Parasite, i poveri non sono senza peccato
Candidato all'Oscar come miglior pellicola straniera, il film Parasite, coreano, è un ritratto spietato di una lotta fra poveri e poi dei poveri contro i ricchi. Un film politicamente scorretto, che merita il premio, se non altro perché ci mostra la povertà senza poesia e senza sensi di colpa. Perché anche i poveri non sono senza peccato
Com’è noto, con l’Academy Award, detto anche premio Oscar, il cinema americano premia se stesso. Perciò, nulla spetterebbe al cinema altrui. Tuttavia, poiché i film americani incassano anche, se non soprattutto, al di fuori dei confini degli States, un premio, uno solo, lo si dà anche al «miglior film straniero». Quest’anno pare proprio che la statuetta andrà a un film coreano (Corea del Sud, ovviamente), Parasite, che onestamente lo merita davvero.
Tuttavia, se realmente verrà premiato, Hollywood dovrà farlo con grave imbarazzo, perché la trama di questo film contraddice in toto il marxismo liberal della Mecca del Cinema. Infatti, il titolo vuol dire proprio «parassita» ed è la storia di una famiglia di poveri che fa le scarpe ad altri poveri per installarsi da parassita in casa di una famiglia di ricchi. In tutta la vicenda, gli unici buoni, compassionevoli e morali sono proprio i ricchi, della cui ingenuità e disponibilità i «parassiti» approfittano indegnamente fino a cagionare la rovina di chi ha avuto il solo torto di accoglierli con fiducia. C’è un’unica scena osée, va detto subito, che il regista poteva risparmiarsi senza nulla togliere alla storia (ma va detto che questo è vero per tutti i film: fino alla rivoluzione sessuale il cinema ha resistito benissimo per decenni senza scene bollenti).
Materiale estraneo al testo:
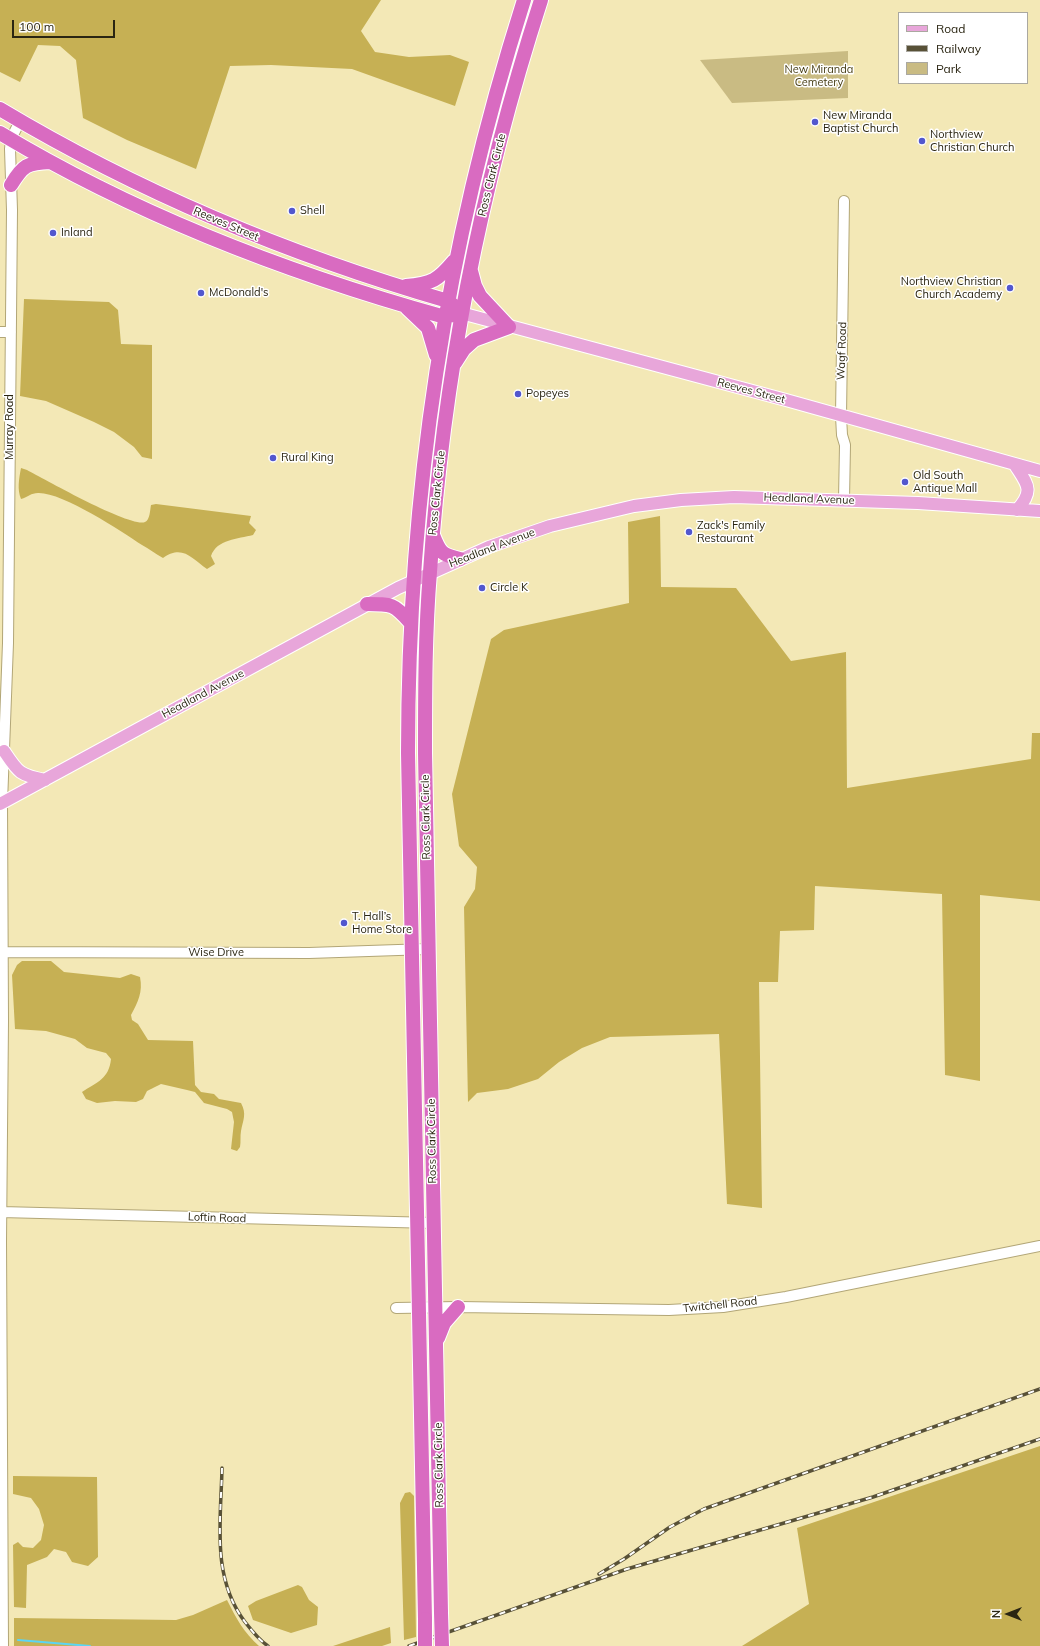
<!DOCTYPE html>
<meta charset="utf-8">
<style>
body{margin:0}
#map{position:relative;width:1040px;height:1646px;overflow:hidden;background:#f3e8b6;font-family:Mulish,sans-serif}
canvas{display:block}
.legend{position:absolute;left:898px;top:12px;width:130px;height:72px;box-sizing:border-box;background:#fff;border:1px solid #aaa8a0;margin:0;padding:5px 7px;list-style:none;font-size:12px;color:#2a2512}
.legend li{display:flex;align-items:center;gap:8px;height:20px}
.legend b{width:20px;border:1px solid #aaa8a0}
.north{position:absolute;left:988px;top:1594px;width:40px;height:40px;-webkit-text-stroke:3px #fff;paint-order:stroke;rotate:270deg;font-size:11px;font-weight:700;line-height:16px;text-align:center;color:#2a2512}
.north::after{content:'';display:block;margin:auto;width:14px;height:18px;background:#2a2512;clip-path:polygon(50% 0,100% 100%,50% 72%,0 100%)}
.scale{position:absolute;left:12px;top:20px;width:103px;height:18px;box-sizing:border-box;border:2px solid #2a2512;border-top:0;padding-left:5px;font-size:12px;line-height:14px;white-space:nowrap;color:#2a2512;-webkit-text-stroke:3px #fff;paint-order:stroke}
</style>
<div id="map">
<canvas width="1040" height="1646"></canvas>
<ul class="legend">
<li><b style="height:5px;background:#e8a6da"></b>Road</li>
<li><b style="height:5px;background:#585137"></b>Railway</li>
<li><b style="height:11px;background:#c9bb83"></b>Park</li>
</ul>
<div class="north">N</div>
<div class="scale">100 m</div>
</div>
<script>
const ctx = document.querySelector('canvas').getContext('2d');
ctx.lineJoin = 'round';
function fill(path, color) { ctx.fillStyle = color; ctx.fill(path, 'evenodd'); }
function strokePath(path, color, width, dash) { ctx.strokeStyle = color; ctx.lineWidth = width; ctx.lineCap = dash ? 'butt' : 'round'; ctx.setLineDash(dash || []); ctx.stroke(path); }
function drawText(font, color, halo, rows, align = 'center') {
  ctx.font = font + ' Mulish,sans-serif'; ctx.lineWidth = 3; ctx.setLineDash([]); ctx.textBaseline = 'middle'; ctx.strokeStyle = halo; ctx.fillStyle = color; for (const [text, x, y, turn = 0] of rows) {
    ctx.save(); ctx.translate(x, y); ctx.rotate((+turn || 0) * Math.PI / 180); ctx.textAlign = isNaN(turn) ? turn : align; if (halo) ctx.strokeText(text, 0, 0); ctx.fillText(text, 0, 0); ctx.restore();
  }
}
const green = new Path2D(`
 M848,51v47l-116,5 -32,-43z`);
const forest = new Path2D(`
 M0,0h381l-20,31 14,21 34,5 41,-2 19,7 -14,44 -103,-37 -81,-4 -41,1 -34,103 -69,-29 -44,-22 -7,-58 -16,-14 -22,-1 -18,37 -20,-10z
 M24,299l85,3 9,8 3,34 31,1v114l-10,-2 -8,-10 -20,-15 -20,-10 -48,-21 -26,-5z
 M21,468l6,2c17,9 104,58 118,52 5,-2 5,-12 6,-17l5,-1 95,12 -2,7 7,7 -3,5c-15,4 -36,4 -42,21l4,8 -8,5c-15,-10 -24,-25 -44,-11 -8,-4 -13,-9 -21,-13 -21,-14 -80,-53 -104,-52 -7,0 -10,4 -17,6 -4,-10 -2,-20 0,-31z
 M660,516l1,71 75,1 55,73 55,-9 1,136 184,-29 1,-26h8v168l-60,-6v186l-35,-6 -3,-181 -127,-8 -1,44 -34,1 -2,51h-19l3,226 -35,-4 -8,-170 -109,3 -28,11 -23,14 -21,17 -30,10 -31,4 -9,9 -4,-195 11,-18 2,-22 -18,-21 -7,-52 39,-155 13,-9 125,-27 -1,-81z
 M22,961h29l13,11 56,6 11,-4 9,3c3,15 -2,25 -9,38l1,5 6,4 10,16 45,1 2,44 6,7 13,2 5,5 22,4c6,11 2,17 0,28 -1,5 0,11 -1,16l-3,4 -6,-2 3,-27 -2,-10 -5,-3 -23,-6 -9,-11 -8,-2 -26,-6 -14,7 -4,8 -7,3 -21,-1 -18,2 -11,-4 -4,-7c15,-10 27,-13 29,-33l-5,-6 -19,-5 -12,-9 -29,-8 -31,-2 -3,-54 5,-10z
 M1040,1446v200h-298l67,-42 -12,-76z
 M13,1476l84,1 1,80 -10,9 -16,-4 -6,-10 -12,-3 -7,8 -20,8 -1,43 -12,-1 -1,-62 5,-3 5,5 10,1 8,-8 3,-15 -5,-16 -8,-11 -18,-4z
 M410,1492l4,4 2,141 -12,3 -4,-137 5,-10z
 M298,1585l4,2 7,13 9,7 -1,18 -26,8 -38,-13 -5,-14 8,-5z
 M227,1600c9,18 17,33 32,46h-245v-28l162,2 17,-5z
 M390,1627l1,16 -9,3h-49z`);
const stream = new Path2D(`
 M18,1640l72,6`);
const minor = new Path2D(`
 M0,332h11
 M844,500l1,-55 -3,-10 -1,-19 3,-215
 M3,952l306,1 119,-4
 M1,1212l433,11
 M396,1308l62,-1 211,3 54,-3 63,-10 254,-51
 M3,1646l-2,-405 2,-220 -1,-218 6,-160 4,-433 -2,-61 1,-10 9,-18`);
const major = new Path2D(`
 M461,313l325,87 254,71
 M1015,465c12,19 20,25 2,45
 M4,751c14,21 15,24 41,29
 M0,804l398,-216 91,-41 61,-21 84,-20 47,-6 53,-3 184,6 122,8`);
const highway = new Path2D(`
 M0,109c142,85 289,146 448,192l6,5
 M0,133c138,83 290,141 445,184l8,-2
 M11,185c12,-20 16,-22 39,-23
 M406,286c26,-2 32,-6 48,-25
 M407,308l21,20 8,27
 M455,363l9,-14 10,-9 35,-13 -29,-31 -5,-10 -4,-15
 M433,535c7,18 9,20 27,24
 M367,604c25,0 27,0 43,18
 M438,1338l6,-15 14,-16
 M441,1613l-16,-860c0,-60 0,-121 5,-181 13,-194 51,-387 111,-572
 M425,1619l-17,-866c0,-259 37,-505 116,-753`);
const rail = new Path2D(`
 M222,1468c-1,53 -11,109 23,154 7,9 14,18 23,24
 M599,1574l25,-15 46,-32 34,-18 336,-120
 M409,1646l218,-77 246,-72 167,-58`);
const highwayBridge = new Path2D(`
 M441,1613l1,33
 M425,1619v27`);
const markers = [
 [815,122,4,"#5257ce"],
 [922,141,4,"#5257ce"],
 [292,211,4,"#5257ce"],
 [53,233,4,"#5257ce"],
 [1010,288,4,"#5257ce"],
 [201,293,4,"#5257ce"],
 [518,394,4,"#5257ce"],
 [273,458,4,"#5257ce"],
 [905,482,4,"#5257ce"],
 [689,532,4,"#5257ce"],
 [482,588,4,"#5257ce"],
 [344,923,4,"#5257ce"]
];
const parkNames = [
 ["New Miranda",819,70],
 ["Cemetery",819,83]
];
const poiNames = [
 ["New Miranda",823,116],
 ["Baptist Church",823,129],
 ["Northview",930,135],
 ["Christian Church",930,148],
 ["Shell",300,211],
 ["Inland",61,233],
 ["Northview Christian",1002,282,"right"],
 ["Church Academy",1002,295,"right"],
 ["McDonald's",209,293],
 ["Popeyes",526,394],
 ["Rural King",281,458],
 ["Old South",913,476],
 ["Antique Mall",913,489],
 ["Zack's Family",697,526],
 ["Restaurant",697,539],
 ["Circle K",490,588],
 ["T. Hall’s",352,917],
 ["Home Store",352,930]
];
const streetNames = [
 ["Ross Clark Circle",492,175,-76],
 ["Reeves Street",226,224,23],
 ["Wagf Road",842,351,-88],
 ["Reeves Street",751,391,15],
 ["Murray Road",10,427,-90],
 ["Ross Clark Circle",437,493,-84],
 ["Headland Avenue",809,499,2],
 ["Headland Avenue",492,548,-21],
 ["Headland Avenue",203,694,-28],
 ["Ross Clark Circle",426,817,-91],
 ["Wise Drive",216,953],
 ["Ross Clark Circle",432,1141,-91],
 ["Loftin Road",217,1218,2],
 ["Twitchell Road",720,1305,-6],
 ["Ross Clark Circle",439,1465,-91]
];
fill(green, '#c9bb83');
fill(forest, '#c6b054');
strokePath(stream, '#5bd5f3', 2);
strokePath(minor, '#b2a677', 12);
strokePath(major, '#fff', 14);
strokePath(highway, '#fff', 16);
strokePath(minor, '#fff', 10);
strokePath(major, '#e8a6da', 12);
strokePath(highway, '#d96bc1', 14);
strokePath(rail, '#585137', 3.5);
strokePath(rail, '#fff', 2, [6]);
strokePath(highwayBridge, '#fff', 16, []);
strokePath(highwayBridge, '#d96bc1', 14);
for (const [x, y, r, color] of markers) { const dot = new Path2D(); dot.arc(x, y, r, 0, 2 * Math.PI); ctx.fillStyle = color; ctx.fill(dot); strokePath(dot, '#fff', 1.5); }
drawText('11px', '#473e16', '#fff', parkNames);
drawText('11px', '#2a2512', '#fff', poiNames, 'left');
drawText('11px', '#2a2512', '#fff', streetNames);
</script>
Niente nudi, solo toccamenti. Tuttavia, la cosa fa riflettere: il #metoo non è altro che l’ennesima attrice cui il produttore ha indicato il divano preventivo se voleva una parte. Avuta la parte, il regista le indica il divano su cui dovrà avere rappprti con un collega attore talvolta mai visto prima del ciak. Però il produttore finisce nei guai per molestie, il regista no. Misteri di Hollywood. Ma torniamo al film.
La trama in breve è questa: una bella famiglia ricca con due figli e splendida casa dà lavoro a un autista e una governante. La famiglia parassita ha due figli giovani che, truccando carte e mentendo professionalmente, riesce a far licenziare autista e governante per farsi assumere al loro posto. Per giunta, il figlio-parassita fa innamorare di sé la figlia adolescente dei ricchi, mentre sua sorella, vera mente del complotto, plagia l’altro figlio dei ricchi, un bambino. L’autista viene fatto cacciare col semplice espediente di lasciare nell’auto del padrone un paio di mutande femminili (della parassita), la governante la si fa passare per tubercolotica (ketchup nei kleenex) colpevole di avere taciuto la sua malattia contagiosa. Tutti e quattro i parassiti si installano dunque nella stupenda magione e brindano al successo delle loro malefatte. Ma la vecchia governante torna alla carica e non diciamo il motivo perché da qui in poi cominciano i colpi di scena. Solo che a questo punto si scatena una guerra tra poveri che finirà in tragedia, e a farne le spese saranno tutti.
Ma i veri perdenti saranno i ricchi, che pagheranno salatissimo il fio di essersi fidati del loro prossimo meno abbiente. Se c’è una morale che a noi può interessare è questa: i poveri non sono categoria eletta, hanno il peccato originale come tutti; anzi, talvolta la loro avidità, esasperata dall’invidia, può rivelarsi davvero micidiale. La povertà evangelica è una virtù da acquisire con fatica e mantenere tramite la preghiera. Altra cosa rispetto alla semplice non abbienza.